The ensuing developments opened the door to the intervention of Qatar, while France can no longer play its traditional role as Lebanon’s protector. As for Washington, its ambitions for Lebanon do not go beyond keeping the domestic scene quiet and preventing the security situation from deteriorating. They merely want to avoid seeing the security forces and the army become decapacitated and lose their role, the situation between Hezbollah and Israel deteriorating, and the UNIFIL forces and Israel’s security being exposed to threats.

To achieve these ends, the US did everything it could to ensure the success of the maritime border demarcation agreement between the two countries. It is also worth mentioning, in this context, that the Americans, the French, and others separate, or rather distinguish, between their relationship with Iran and its fluctuations and their relations with Hezbollah. They have insisted on dealing with it as a purely Lebanese actor like the other forces and political parties in the country.

Of course, ascertaining what this future Lebanon under construction will look like is difficult. However, one matter we can be certain of is the death of Lebanon as we know it. It has lost its role in the region and the world, to which it owes its position, importance, and form. The Lebanon we used to know broke down over years of tutelage, occupation, and the wanton violence of militias and their masters.

The country used to be seen as a link between East and West, an active mediator in the disputes of its brothers, and a reliable financial and banking center, a place where one could find the best hospitals and universities in the region that was a safe and attractive destination for visitors and tourists.

None of these things is true of today’s Lebanon.
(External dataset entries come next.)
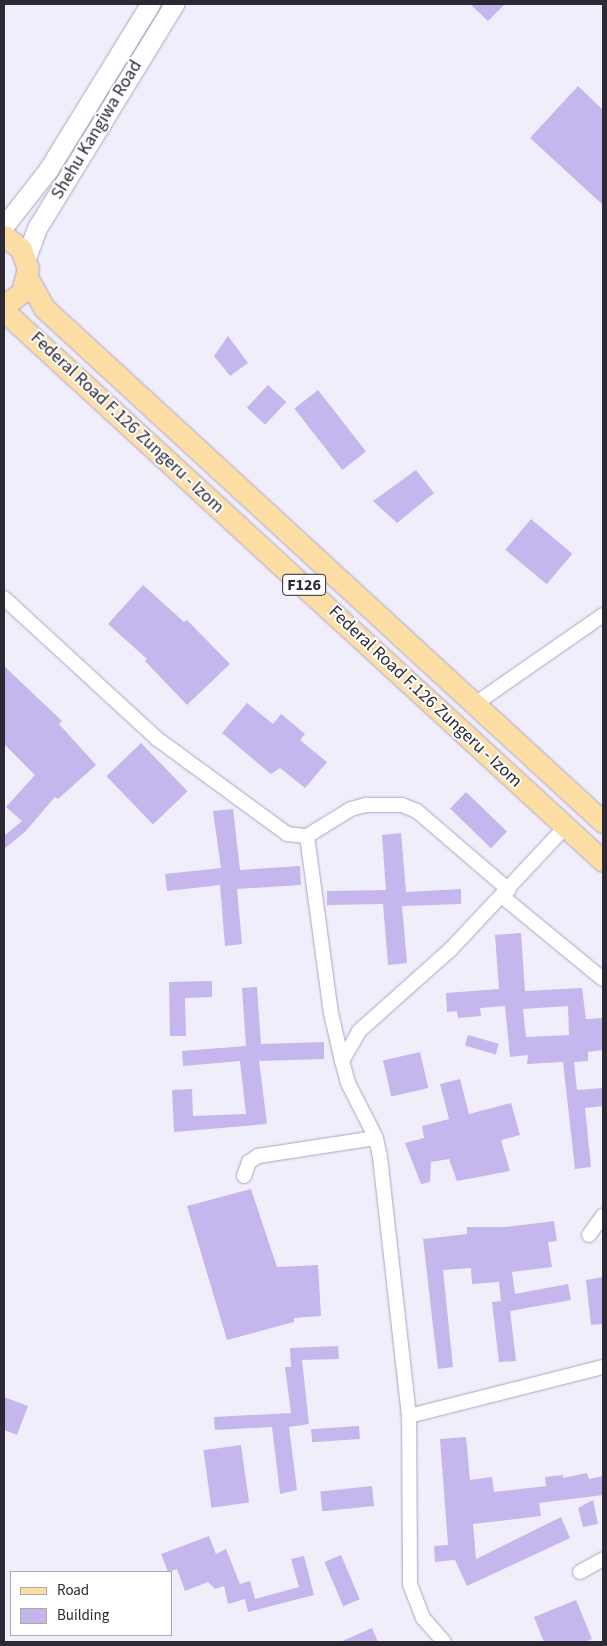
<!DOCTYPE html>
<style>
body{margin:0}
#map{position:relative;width:607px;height:1646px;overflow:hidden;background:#f1eefb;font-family:"Source Sans 3",sans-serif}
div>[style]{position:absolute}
.building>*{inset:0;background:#c5b6ed;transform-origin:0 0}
.roads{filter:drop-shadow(0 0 1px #aca3c2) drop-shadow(0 0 1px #aca3c2)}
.minor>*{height:14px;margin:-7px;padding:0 7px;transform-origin:7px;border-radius:7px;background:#fff}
.secondary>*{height:19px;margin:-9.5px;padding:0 9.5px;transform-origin:9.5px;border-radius:9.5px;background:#fff}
.primary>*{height:21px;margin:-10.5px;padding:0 10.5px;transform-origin:10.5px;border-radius:10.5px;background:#fcdea5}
span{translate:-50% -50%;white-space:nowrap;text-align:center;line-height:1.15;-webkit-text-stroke:4px #fff;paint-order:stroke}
.shield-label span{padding:1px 4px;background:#fff;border:1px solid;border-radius:4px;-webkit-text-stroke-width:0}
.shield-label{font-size:16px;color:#2c2935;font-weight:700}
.street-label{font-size:18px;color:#2c2935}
.frame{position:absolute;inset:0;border:5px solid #2c2935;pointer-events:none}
.legend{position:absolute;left:10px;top:1571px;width:162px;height:65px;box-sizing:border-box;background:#fff;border:1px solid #aba9ae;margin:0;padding:6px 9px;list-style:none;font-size:15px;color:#2c2935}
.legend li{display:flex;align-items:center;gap:10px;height:25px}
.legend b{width:25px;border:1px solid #aba9ae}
</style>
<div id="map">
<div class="building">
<i style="clip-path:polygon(470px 4px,505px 4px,488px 21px)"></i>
<i style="clip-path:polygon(578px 86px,603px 110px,603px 205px,530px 138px)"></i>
<i style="clip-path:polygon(228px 336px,248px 363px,230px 376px,214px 356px)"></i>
<i style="left:268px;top:385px;width:25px;height:31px;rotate:43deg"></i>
<i style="left:318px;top:390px;width:78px;height:30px;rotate:52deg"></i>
<i style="clip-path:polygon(416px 470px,434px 493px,397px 523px,373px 501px)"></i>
<i style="left:531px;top:519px;width:54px;height:40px;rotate:40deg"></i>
<i style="clip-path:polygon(143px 585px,184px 622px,187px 620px,230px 664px,187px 705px,145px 661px,147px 659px,108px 624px)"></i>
<i style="clip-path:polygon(4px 666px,62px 721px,59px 724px,96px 765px,58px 799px,55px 797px,25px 832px,4px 849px,4px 836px,22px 821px,6px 807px,35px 775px,4px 744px)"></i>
<i style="clip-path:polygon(247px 703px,273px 724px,281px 714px,305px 734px,300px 740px,327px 762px,305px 788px,280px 768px,271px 774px,222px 733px)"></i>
<i style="left:141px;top:743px;width:67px;height:48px;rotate:46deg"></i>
<i style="left:466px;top:792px;width:57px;height:23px;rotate:44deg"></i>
<i style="clip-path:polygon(233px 809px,240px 870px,300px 866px,301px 885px,237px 889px,242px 944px,225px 946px,220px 885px,167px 891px,165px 874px,221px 868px,213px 811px)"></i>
<i style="clip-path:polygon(401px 833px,406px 892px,461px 889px,461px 904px,402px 906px,407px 963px,388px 965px,383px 904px,327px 905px,327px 891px,386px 890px,382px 835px)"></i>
<i style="clip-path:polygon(evenodd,521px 933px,525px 991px,582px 988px,586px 1019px,603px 1018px,603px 1050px,588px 1052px,588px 1061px,574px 1062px,577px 1090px,603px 1088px,603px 1106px,585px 1108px,591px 1167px,575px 1169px,563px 1062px,527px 1064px,528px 1055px,510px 1057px,505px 1006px,480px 1008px,481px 1016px,458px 1018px,457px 1011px,447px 1012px,446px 993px,499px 989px,495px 935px,521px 933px,568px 1006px,569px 1035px,526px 1037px,523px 1009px,568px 1006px)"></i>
<i style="clip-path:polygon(212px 981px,212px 997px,185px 998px,186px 1036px,170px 1036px,169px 982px)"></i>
<i style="clip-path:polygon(257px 987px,261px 1044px,324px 1042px,324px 1059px,259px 1061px,267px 1124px,174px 1132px,172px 1090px,192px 1089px,193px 1116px,246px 1114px,240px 1061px,183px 1066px,182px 1051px,246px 1046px,242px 988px)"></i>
<i style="left:468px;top:1035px;width:32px;height:11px;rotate:16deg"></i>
<i style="left:420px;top:1052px;width:37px;height:38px;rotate:77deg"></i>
<i style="clip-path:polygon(460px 1079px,469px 1114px,511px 1103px,520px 1135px,501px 1140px,510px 1171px,457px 1181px,449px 1159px,431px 1162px,430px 1182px,421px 1184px,405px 1143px,424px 1138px,422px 1126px,449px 1119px,440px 1084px)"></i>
<i style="clip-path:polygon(251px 1189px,277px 1267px,318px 1265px,321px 1316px,294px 1318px,294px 1322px,227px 1340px,187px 1206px)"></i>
<i style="clip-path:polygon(554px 1221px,557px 1241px,548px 1242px,552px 1267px,512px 1272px,515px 1294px,568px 1284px,571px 1300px,510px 1311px,516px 1361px,499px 1362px,492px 1302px,501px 1301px,499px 1282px,472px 1284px,471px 1268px,443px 1270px,453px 1367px,438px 1369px,423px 1239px,467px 1234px,467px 1227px,507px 1227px)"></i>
<i style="clip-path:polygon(603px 1277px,603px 1324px,591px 1325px,586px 1280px)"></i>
<i style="clip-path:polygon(338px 1346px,339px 1359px,302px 1360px,309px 1424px,289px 1427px,297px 1490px,280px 1494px,272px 1427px,215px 1430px,214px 1417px,291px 1413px,285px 1367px,291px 1367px,290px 1348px)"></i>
<i style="clip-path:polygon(4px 1397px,28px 1406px,17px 1435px,4px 1430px)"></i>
<i style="left:359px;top:1426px;width:13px;height:48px;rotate:86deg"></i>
<i style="clip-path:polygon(466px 1437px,470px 1480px,492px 1477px,494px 1492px,546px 1486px,545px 1477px,563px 1475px,563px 1478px,587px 1473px,589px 1479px,603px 1476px,603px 1495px,539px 1503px,541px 1516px,473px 1524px,476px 1559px,561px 1517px,570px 1538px,467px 1586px,455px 1560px,435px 1562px,434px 1546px,448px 1545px,440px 1439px)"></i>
<i style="left:241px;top:1445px;width:58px;height:38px;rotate:82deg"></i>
<i style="left:372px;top:1486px;width:20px;height:52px;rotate:84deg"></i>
<i style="clip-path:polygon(593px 1500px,598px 1524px,583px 1527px,578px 1508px)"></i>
<i style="clip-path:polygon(209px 1536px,216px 1554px,226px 1549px,240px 1584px,250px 1581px,255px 1599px,299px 1587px,291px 1559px,304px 1556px,314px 1595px,248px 1612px,245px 1599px,228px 1604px,224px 1586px,215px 1589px,208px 1582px,185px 1591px,177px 1569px,168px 1572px,161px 1554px)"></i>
<i style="left:341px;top:1555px;width:48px;height:18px;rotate:67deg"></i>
<i style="clip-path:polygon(576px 1600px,592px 1639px,584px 1642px,544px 1642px,534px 1617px)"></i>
<i style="clip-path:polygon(372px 1628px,378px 1642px,340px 1642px)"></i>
</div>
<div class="roads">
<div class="minor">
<i style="left:4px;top:598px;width:207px;rotate:42.6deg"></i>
<i style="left:156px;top:738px;width:162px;rotate:36.2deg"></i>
<i style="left:287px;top:834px;width:20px;rotate:6deg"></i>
<i style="left:307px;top:836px;width:52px;rotate:-31.5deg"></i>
<i style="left:351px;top:809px;width:16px;rotate:-15deg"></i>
<i style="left:366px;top:805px;width:36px"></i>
<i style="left:402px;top:805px;width:16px;rotate:22deg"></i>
<i style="left:417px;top:811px;width:121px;rotate:40.7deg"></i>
<i style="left:475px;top:704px;width:156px;rotate:-34.8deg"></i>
<i style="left:307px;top:836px;width:179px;rotate:82.3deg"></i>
<i style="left:331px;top:1013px;width:49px;rotate:77.1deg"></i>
<i style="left:503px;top:897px;width:129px;rotate:39.4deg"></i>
<i style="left:244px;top:1176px;width:15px;rotate:-70deg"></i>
<i style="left:249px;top:1162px;width:11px;rotate:-34deg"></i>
<i style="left:258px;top:1156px;width:119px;rotate:-8.7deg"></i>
<i style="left:589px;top:1235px;width:24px;rotate:-54deg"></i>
<i style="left:409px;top:1416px;width:200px;rotate:-14.2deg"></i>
<i style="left:580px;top:1572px;width:26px;rotate:-29deg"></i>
<i style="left:444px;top:1642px;width:32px;rotate:-131deg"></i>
<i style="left:423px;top:1618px;width:36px;rotate:-111deg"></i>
<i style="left:410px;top:1584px;width:168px;rotate:-90.3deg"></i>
<i style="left:409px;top:1416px;width:261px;rotate:-96.4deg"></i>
<i style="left:380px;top:1157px;width:19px;rotate:-102deg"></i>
<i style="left:376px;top:1138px;width:62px;rotate:-117deg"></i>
<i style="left:348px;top:1083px;width:23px;rotate:-105deg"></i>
<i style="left:342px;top:1061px;width:34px;rotate:-60deg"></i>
<i style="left:359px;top:1031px;width:123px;rotate:-41.7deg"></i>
<i style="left:451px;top:949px;width:168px;rotate:-46.9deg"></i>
</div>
<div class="secondary">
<i style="left:4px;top:226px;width:71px;rotate:-51.8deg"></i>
<i style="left:48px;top:170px;width:195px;rotate:-58.4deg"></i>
<i style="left:26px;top:258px;width:32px;rotate:-70deg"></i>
<i style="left:37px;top:228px;width:263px;rotate:-58.5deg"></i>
</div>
<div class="primary">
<i style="left:4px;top:236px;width:21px;rotate:37deg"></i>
<i style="left:21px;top:249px;width:20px;rotate:70deg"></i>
<i style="left:28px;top:268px;width:25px;rotate:104deg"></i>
<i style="left:22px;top:292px;width:23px;rotate:142deg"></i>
<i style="left:28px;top:279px;width:33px;rotate:61deg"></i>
<i style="left:44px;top:308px;width:759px;rotate:42.6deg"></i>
<i style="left:4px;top:311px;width:813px;rotate:42.56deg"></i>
</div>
</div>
<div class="shield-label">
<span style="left:304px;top:585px">F126</span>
</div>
<div class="street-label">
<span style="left:97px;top:130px;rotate:-59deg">Shehu Kangiwa Road</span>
<span style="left:127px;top:423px;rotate:43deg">Federal Road F.126 Zungeru - Izom</span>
<span style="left:425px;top:697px;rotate:43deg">Federal Road F.126 Zungeru - Izom</span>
</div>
<div class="frame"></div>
<ul class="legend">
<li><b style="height:6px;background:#fcdea5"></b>Road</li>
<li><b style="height:14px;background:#c5b6ed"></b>Building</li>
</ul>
</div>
Retrieving its previous functions requires something more important from the expected oil and gas revenues. The country has been deserted, its cities have withered, and the aspirations and interests of its rulers and citizens are short-sighted and opportunistic. While their neighbors are taking a new, promising path, and the entire world is undergoing challenges on several levels, the Lebanese people are still quarreling over the rights of its sects.

To conclude, we are not at all against foreign investment in Lebanon or its oil resources. However, just as we criticized holding the Baalbek International Festival under Hezbollah’s protection because the festival whitewashes the party’s image - making it seem like Hezbollah is an innocent Lebanese party open to global art and culture - we are now saying the revenue we expect to garner from the gas will not compensate for losing our sovereignty and identity, becoming a piece of land controlled by a revolving door of occupiers.